━━━━━ Records for processing ━━━━━
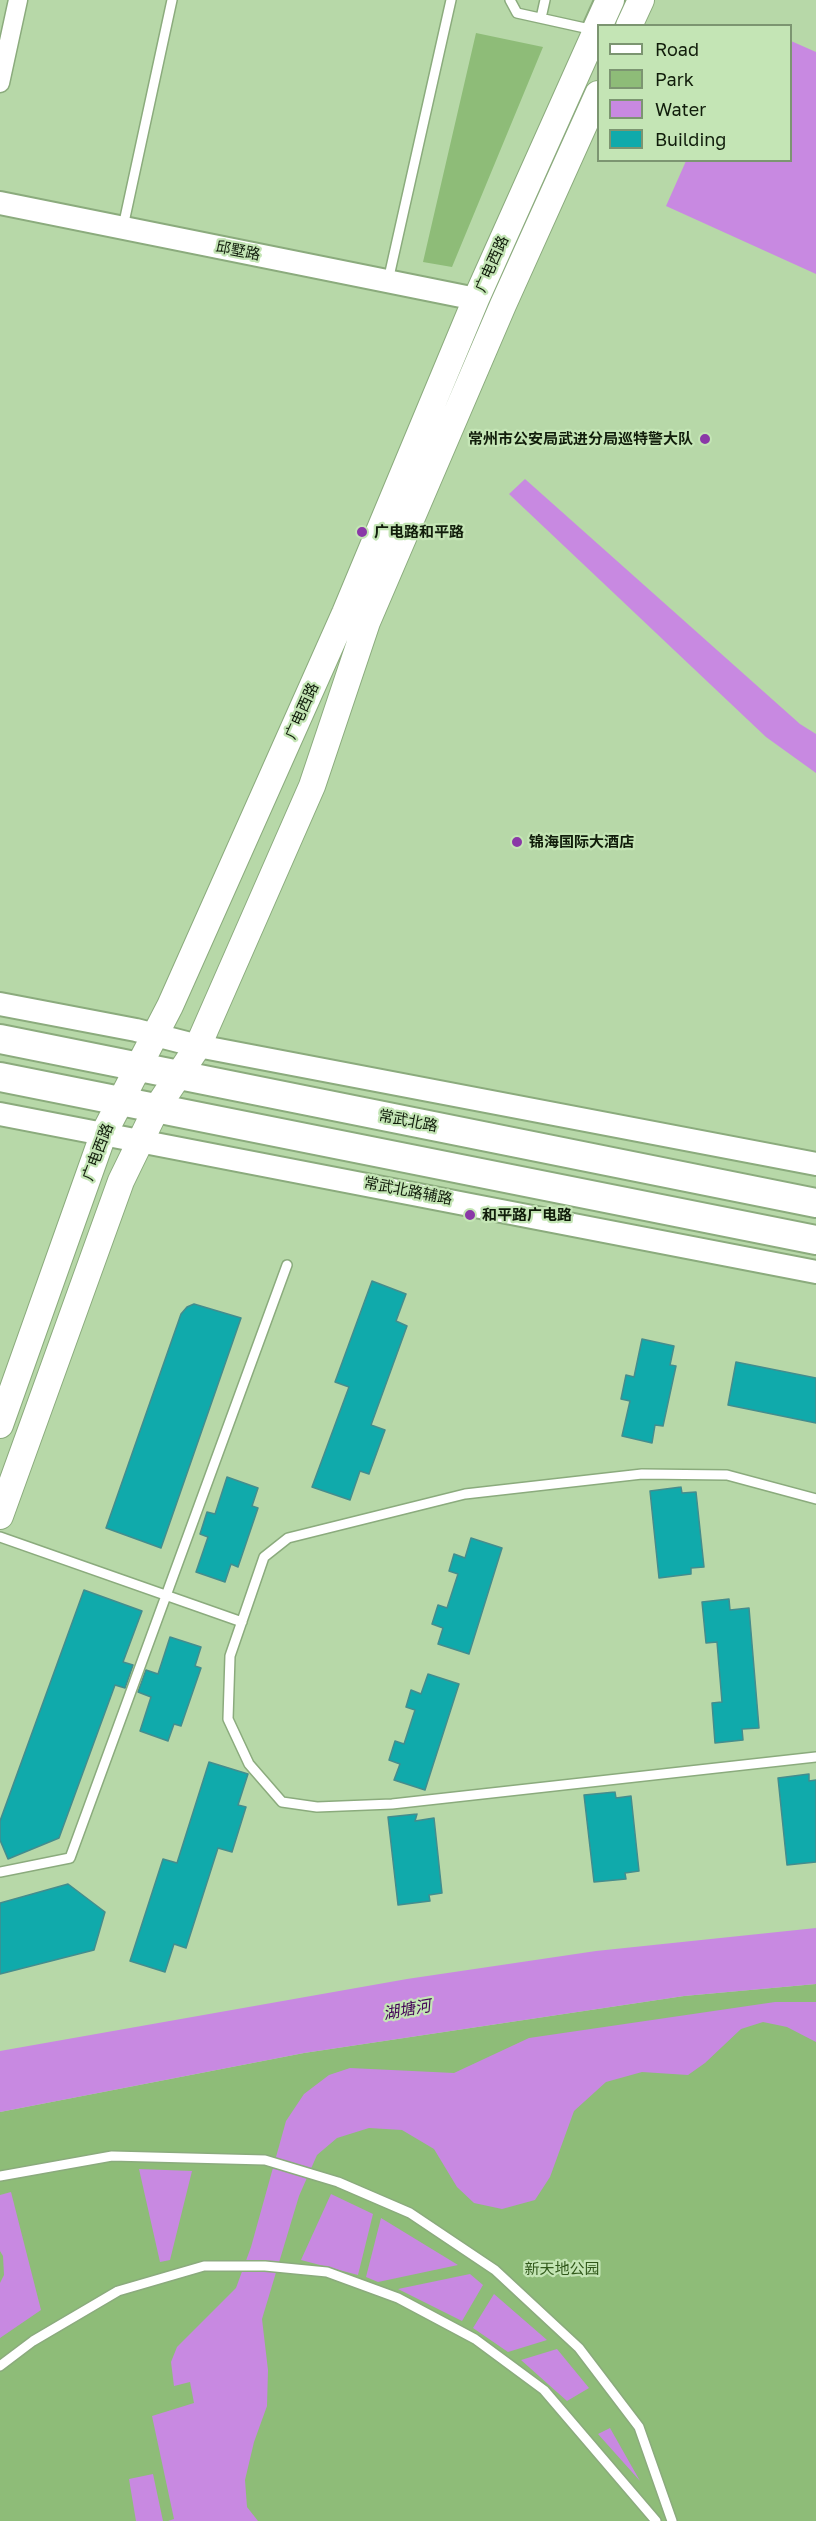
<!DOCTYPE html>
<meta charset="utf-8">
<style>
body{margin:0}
#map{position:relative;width:816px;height:2521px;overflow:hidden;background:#b7d8a8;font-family:"Golos Text",sans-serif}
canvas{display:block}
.legend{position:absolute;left:597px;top:24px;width:195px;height:138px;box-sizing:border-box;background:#c4e5b5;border:2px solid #7c9571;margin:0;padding:8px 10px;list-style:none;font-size:18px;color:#111d0b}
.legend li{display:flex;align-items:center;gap:12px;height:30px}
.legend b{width:30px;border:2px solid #7c9571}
</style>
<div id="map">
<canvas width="816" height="2521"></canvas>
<ul class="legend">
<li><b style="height:8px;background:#fff"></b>Road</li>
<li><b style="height:16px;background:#8ebc78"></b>Park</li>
<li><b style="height:16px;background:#c889e1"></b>Water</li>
<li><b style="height:16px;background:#10aaab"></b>Building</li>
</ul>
</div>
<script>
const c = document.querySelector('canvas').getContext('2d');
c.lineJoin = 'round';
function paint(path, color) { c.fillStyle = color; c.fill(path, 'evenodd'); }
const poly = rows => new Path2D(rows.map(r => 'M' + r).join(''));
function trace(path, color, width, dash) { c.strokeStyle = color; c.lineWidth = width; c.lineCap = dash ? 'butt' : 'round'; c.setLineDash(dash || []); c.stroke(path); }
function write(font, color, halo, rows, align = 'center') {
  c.font = font + ' "Golos Text","Noto Sans SC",sans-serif'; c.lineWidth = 4.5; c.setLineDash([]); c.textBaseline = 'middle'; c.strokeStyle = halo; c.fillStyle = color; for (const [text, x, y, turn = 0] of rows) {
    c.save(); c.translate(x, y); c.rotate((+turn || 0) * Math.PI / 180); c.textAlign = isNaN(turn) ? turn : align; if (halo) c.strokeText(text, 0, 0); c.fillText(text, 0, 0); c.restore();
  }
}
const green = poly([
 [476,33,543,47,452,267,423,262],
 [816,1984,816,2521,0,2521,0,2112,304,2053,684,1996]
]);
const water = poly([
 [791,41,816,52,816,274,666,206,686,161,790,160],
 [525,479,800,724,816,734,816,773,766,737,509,494],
 [816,1928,816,1984,684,1996,304,2053,0,2112,0,2051,407,1979,596,1951],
 [775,2002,816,2002,816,2042,787,2027,763,2022,741,2029,705,2063,688,2075,642,2072,606,2082,574,2111,550,2177,535,2200,502,2209,474,2203,457,2187,434,2149,402,2130,369,2128,337,2138,317,2155,299,2196,262,2319,268,2370,267,2406,254,2442,245,2480,247,2507,258,2521,168,2521,174,2519,152,2416,194,2403,190,2382,174,2386,171,2362,177,2347,236,2288,251,2247,286,2121,304,2094,329,2075,350,2068,454,2073,529,2038],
 [139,2169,192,2171,170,2260,160,2262],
 [11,2192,41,2310,0,2338,0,2283,4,2275,3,2256,0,2251,0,2195],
 [331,2194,373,2214,358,2275,301,2260],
 [381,2218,458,2265,378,2282,366,2277],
 [470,2274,483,2285,462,2321,398,2289],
 [494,2294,547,2340,508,2352,473,2328],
 [557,2349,589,2388,567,2401,521,2360],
 [610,2428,640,2481,598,2434],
 [153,2474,163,2521,136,2521,129,2479]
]);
const building = poly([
 [372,1281,406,1294,396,1321,407,1326,371,1425,385,1430,369,1474,360,1471,350,1500,312,1487,349,1387,335,1382,372,1281],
 [194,1304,241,1318,161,1548,106,1528,181,1314,187,1307,194,1304],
 [642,1339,674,1346,670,1365,676,1366,663,1426,655,1425,652,1443,622,1436,630,1401,621,1399,626,1375,634,1377,642,1339],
 [736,1362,816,1378,816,1423,728,1405,736,1362],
 [227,1477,258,1488,252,1506,258,1508,238,1567,231,1564,225,1582,196,1572,208,1537,200,1534,207,1512,215,1514,227,1477],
 [681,1487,682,1493,696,1492,704,1567,691,1568,691,1574,659,1578,650,1491,681,1487],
 [471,1538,502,1548,469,1654,438,1644,443,1628,432,1624,438,1605,447,1608,458,1574,449,1571,454,1554,465,1558,471,1538],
 [84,1590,142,1611,123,1662,133,1665,125,1688,115,1685,59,1838,8,1859,0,1840,0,1821,84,1590],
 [729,1599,730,1610,749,1608,759,1728,742,1729,743,1740,715,1743,712,1703,722,1702,717,1642,706,1643,702,1602,729,1599],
 [170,1637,201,1647,195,1666,201,1668,181,1726,174,1724,168,1741,140,1731,151,1697,138,1692,146,1670,158,1674,170,1637],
 [428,1674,459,1684,425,1790,394,1780,400,1764,389,1760,395,1741,404,1744,415,1710,406,1707,411,1690,421,1694,428,1674],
 [209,1762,248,1774,238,1805,246,1807,232,1852,218,1848,186,1948,174,1944,165,1972,130,1961,163,1859,177,1863,209,1762],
 [809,1774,809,1781,816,1780,816,1862,787,1865,778,1778,809,1774],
 [615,1792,616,1798,631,1796,639,1871,625,1873,626,1879,594,1882,584,1795,615,1792],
 [417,1814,415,1821,434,1818,442,1893,429,1895,430,1901,398,1905,388,1817,417,1814],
 [68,1884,105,1912,94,1950,0,1974,0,1903,68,1884]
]);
const service = poly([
 [510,0,517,13,594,30],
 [541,18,545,0],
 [123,227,172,0],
 [388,281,451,0],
 [816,1499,727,1475,642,1474,465,1494,288,1538,264,1557,230,1656,228,1719,249,1764,282,1802,317,1807,392,1804,816,1757],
 [0,1537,242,1622],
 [0,1872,70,1858,287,1265],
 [0,2176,112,2156,265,2160,338,2182,410,2213,495,2270,579,2348,639,2427,672,2521],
 [0,2366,33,2341,118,2291,204,2266,265,2266,327,2272,398,2298,475,2339,544,2390,656,2521]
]);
const minor = poly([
 [0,83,18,0]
]);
const tertiary = poly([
 [0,203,476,299],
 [0,1004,136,1030,198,1046,816,1164],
 [0,1114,816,1272]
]);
const secondary = poly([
 [629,26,641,0],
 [0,1425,103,1135,170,1006,345,613,476,299,596,31],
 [0,1516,121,1181,156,1109,198,1046,312,786,367,622,503,305,598,94]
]);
const primary = poly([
 [596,31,610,0],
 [0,1039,816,1203],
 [0,1077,816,1240]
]);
const markers = [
 [705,439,6,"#8a38a7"],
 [362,532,6,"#8a38a7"],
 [517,842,6,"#8a38a7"],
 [470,1215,6,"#8a38a7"]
];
const streetNames = [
 ["邱墅路",238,251,11],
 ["广电西路",492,264,-66],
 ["广电西路",302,711,-66],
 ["常武北路",408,1121,11],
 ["广电西路",98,1152,-69],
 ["常武北路辅路",408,1191,11]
];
const poiNames = [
 ["常州市公安局武进分局巡特警大队",693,439,"right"],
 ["广电路和平路",374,532],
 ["锦海国际大酒店",529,842],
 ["和平路广电路",482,1215]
];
const parkNames = [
 ["新天地公园",562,2269]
];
const waterNames = [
 ["湖塘河",407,2010,-10]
];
paint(green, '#8ebc78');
paint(water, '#c889e1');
paint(building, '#10aaab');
trace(building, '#438d8e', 1.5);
trace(service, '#8bab7d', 12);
trace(minor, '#8bab7d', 21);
trace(tertiary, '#8bab7d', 26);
trace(secondary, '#8bab7d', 28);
trace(primary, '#8bab7d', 32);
trace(service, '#fff', 9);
trace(minor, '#fff', 18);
trace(tertiary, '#fff', 22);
trace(secondary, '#fff', 26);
trace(primary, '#fff', 28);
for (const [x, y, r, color] of markers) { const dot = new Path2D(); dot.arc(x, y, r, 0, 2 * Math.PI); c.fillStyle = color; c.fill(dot); trace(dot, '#c4e5b5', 2); }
write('15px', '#111d0b', '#c4e5b5', streetNames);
write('bold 15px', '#111d0b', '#c4e5b5', poiNames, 'left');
write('15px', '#31591b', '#c4e5b5', parkNames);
write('italic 16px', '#430356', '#c4e5b5', waterNames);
</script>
━━━━━
About this task:
Needed here is a verbatim copy of the data from the first line through the line with "c.lineJoin = 'round';", without pictures.

Response to this task:
<!DOCTYPE html>
<meta charset="utf-8">
<style>
body{margin:0}
#map{position:relative;width:816px;height:2521px;overflow:hidden;background:#b7d8a8;font-family:"Golos Text",sans-serif}
canvas{display:block}
.legend{position:absolute;left:597px;top:24px;width:195px;height:138px;box-sizing:border-box;background:#c4e5b5;border:2px solid #7c9571;margin:0;padding:8px 10px;list-style:none;font-size:18px;color:#111d0b}
.legend li{display:flex;align-items:center;gap:12px;height:30px}
.legend b{width:30px;border:2px solid #7c9571}
</style>
<div id="map">
<canvas width="816" height="2521"></canvas>
<ul class="legend">
<li><b style="height:8px;background:#fff"></b>Road</li>
<li><b style="height:16px;background:#8ebc78"></b>Park</li>
<li><b style="height:16px;background:#c889e1"></b>Water</li>
<li><b style="height:16px;background:#10aaab"></b>Building</li>
</ul>
</div>
<script>
const c = document.querySelector('canvas').getContext('2d');
c.lineJoin = 'round';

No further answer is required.